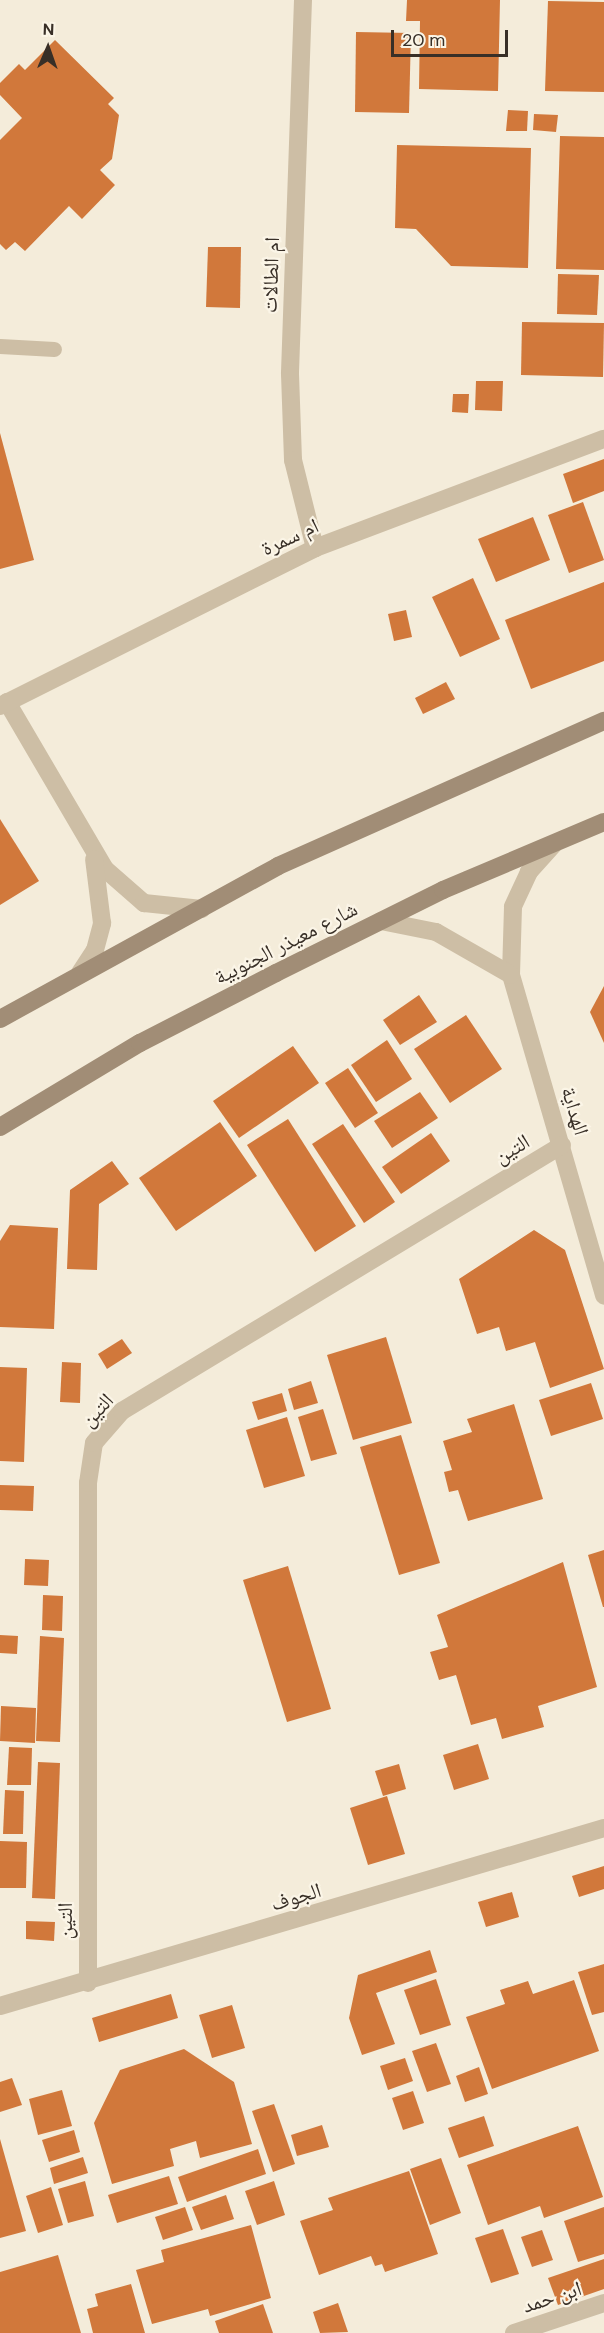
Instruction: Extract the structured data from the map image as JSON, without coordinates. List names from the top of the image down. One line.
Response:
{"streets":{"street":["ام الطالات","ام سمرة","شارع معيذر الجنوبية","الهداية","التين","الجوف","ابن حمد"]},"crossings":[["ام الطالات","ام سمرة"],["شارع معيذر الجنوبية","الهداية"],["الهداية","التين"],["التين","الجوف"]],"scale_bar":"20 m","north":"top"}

__________________________________________________

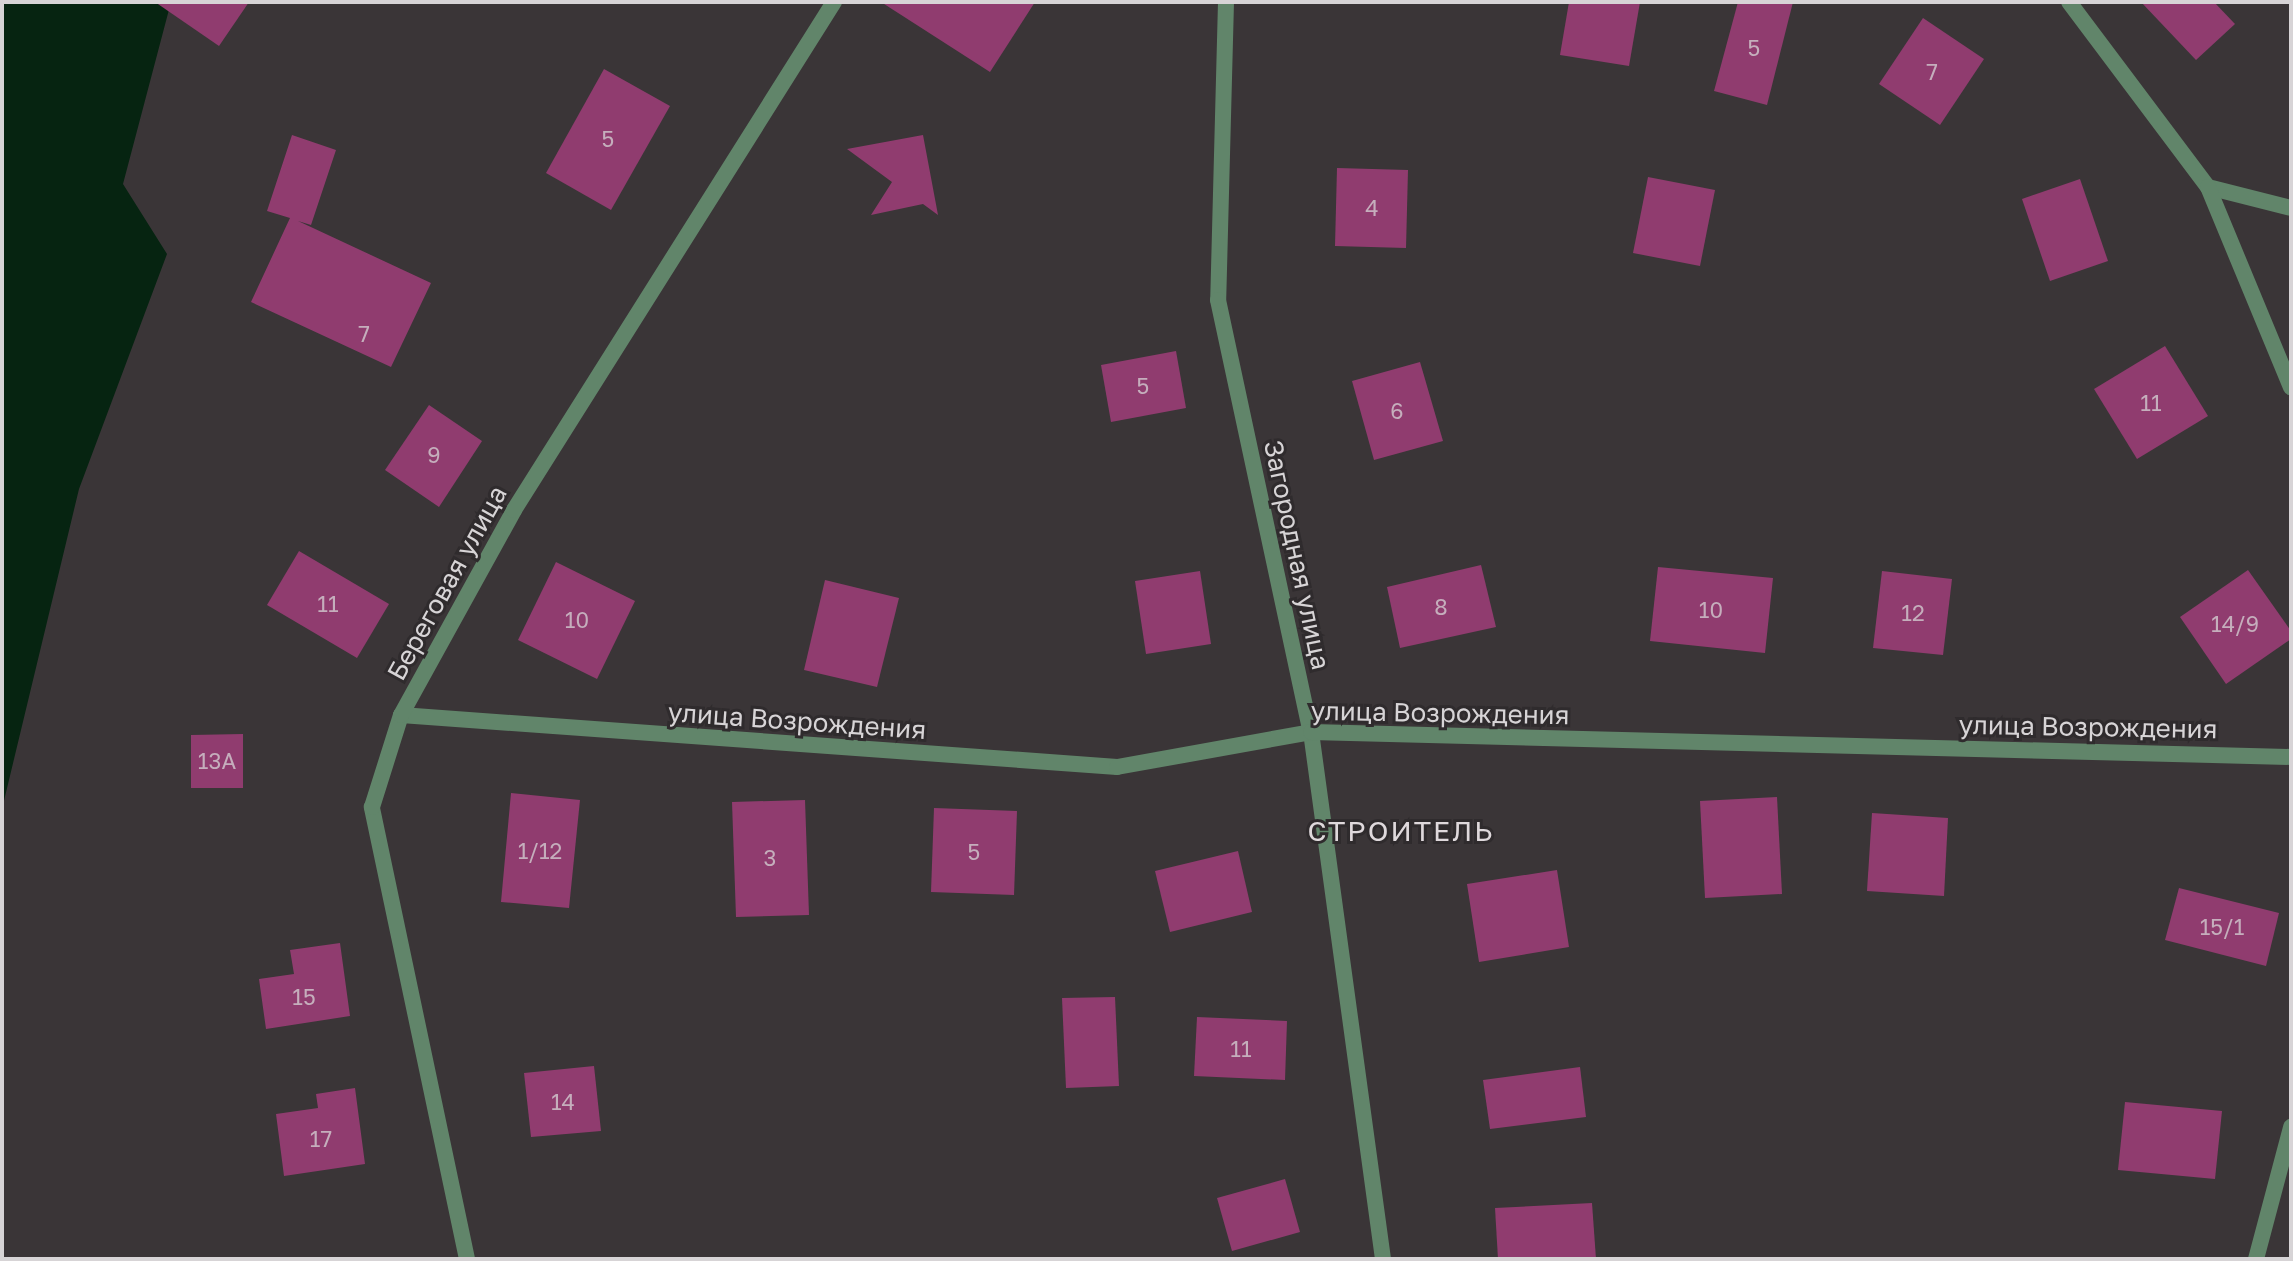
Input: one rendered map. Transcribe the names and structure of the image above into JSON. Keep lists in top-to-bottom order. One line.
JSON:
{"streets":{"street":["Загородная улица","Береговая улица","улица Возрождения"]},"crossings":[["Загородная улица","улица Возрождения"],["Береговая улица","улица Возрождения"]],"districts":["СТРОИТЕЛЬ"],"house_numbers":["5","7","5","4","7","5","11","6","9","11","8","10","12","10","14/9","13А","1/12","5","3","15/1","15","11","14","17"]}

__________________________________________________

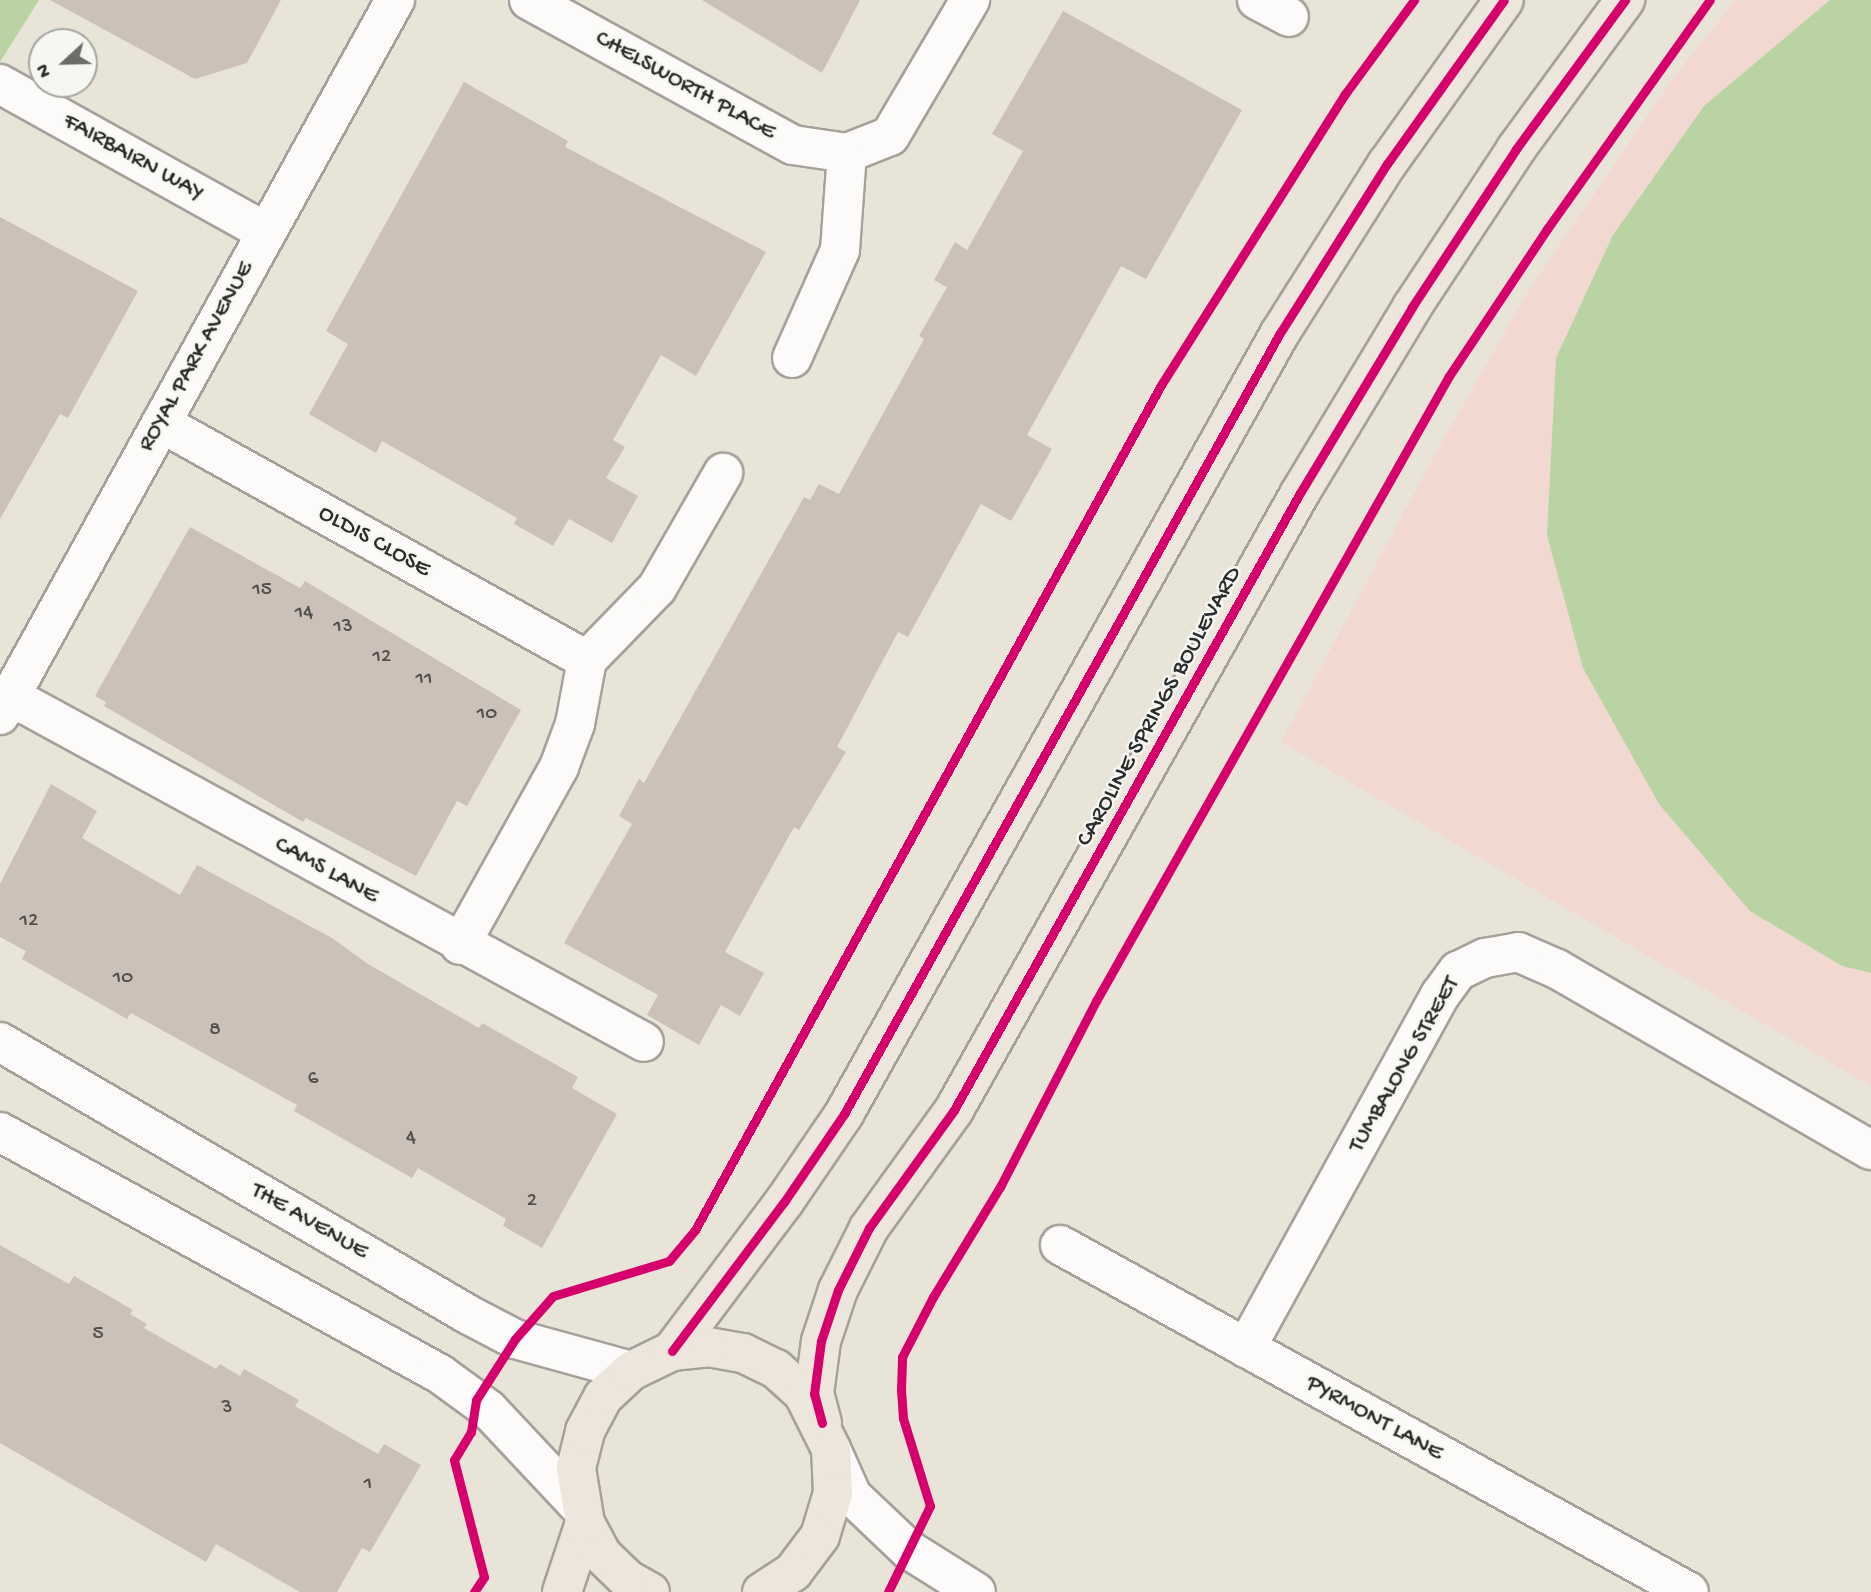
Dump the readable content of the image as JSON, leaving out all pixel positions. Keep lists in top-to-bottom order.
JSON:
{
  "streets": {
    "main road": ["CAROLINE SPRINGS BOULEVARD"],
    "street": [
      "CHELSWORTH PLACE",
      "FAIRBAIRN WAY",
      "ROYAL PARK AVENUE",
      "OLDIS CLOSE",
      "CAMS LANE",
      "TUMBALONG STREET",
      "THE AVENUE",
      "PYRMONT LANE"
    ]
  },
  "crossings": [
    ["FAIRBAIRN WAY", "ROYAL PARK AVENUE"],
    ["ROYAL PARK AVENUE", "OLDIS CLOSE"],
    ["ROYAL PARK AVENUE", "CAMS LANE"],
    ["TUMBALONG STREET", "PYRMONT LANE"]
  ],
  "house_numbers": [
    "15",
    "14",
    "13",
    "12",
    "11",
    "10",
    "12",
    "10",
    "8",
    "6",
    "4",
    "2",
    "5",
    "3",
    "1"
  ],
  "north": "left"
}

__________________________________________________

ABOUT THIS TASK —
Work out how many lines in the entries contain "names" and give that number alone.

RESULT OF THE EXERCISE —
2